Elle n’avait de cesse d’écarter ses cheveux blonds de son visage, pour embrasser d’un seul regard la colonne qui la précédait, menée d’un pas alerte par Pipapoum, ainsi que les arbres étranges qui ombrageaient leurs pas et accordaient à l’enfant leur fraîcheur, quand le sol se fendait de trop de chaleur. Non, on ne lui avait toujours rien appris de ces lieux qu’ils traversaient, et elle n’avait fait que deviner l'essence de leur quête : briser un druide de trop funeste engeance. Mais de cela, Elris n’avait cure : seul le retour de son âme en son corps lui donnait l’envie de placer à mesure un pied devant l’autre ; et le bonheur, le seul qu’elle eût connu, de retrouver un jour l’auguste compagnie de son cher Petite-Pomme.
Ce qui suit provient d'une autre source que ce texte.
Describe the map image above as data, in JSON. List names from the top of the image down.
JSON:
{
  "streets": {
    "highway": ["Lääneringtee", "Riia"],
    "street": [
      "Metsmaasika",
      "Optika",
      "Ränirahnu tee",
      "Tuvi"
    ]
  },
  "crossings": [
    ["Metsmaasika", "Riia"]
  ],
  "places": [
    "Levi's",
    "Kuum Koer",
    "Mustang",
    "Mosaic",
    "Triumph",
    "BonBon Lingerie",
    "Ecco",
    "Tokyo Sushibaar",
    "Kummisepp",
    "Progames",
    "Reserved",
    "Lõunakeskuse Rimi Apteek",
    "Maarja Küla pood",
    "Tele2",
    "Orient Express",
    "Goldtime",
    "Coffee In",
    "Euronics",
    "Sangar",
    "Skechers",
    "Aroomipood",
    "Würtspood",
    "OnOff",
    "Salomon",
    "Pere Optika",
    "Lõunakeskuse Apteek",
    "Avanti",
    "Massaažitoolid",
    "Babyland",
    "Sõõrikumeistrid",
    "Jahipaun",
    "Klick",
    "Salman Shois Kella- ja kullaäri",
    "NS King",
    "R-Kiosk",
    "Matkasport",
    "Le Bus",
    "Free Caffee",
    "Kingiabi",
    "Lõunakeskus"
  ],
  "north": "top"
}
Mais avant que son esprit ne se fût plus penché sur le Grand Pilipoum, qu’elle avait attendu en vain, un terrible grondement se fit entendre. Non pas tel que résonne la foudre tandis qu’elle lacère la noirceur des nuages, ni non plus comme tonnent les torrents de neige qui s’effondrent de leur cimes, ni encore ainsi que rugirait la cataracte prise dans une glace qu’elle parviendrait à rompre aux premiers rayons d’été. Rien de tout cela, et pourtant cela saisit Elris de la même frayeur qu’elle eût ressentie en telles circonstances. Et à raison : voilà que vrombissaient, en vérité, d’effroyables créatures qu’il eût été heureux de ne jamais connaître, des monstres plus terribles que Gurth, des bêtes plus atroces ne l’étaient les loups, des chimères volantes, qui arrachèrent à Elris une mortelle crainte.
Elle fut tétanisée, tandis qu’à l’encontre des guêpes géantes qui fondaient sur eux, le Sieur Ybeild dans sa cuirasse verte brandissait son marteau, un autre une lourde hache, et que de la terre déchirée en un hurlement d’agonie jaillissait le pire effroi qu’Elris connût jamais : un squelette tout encore doué de vie.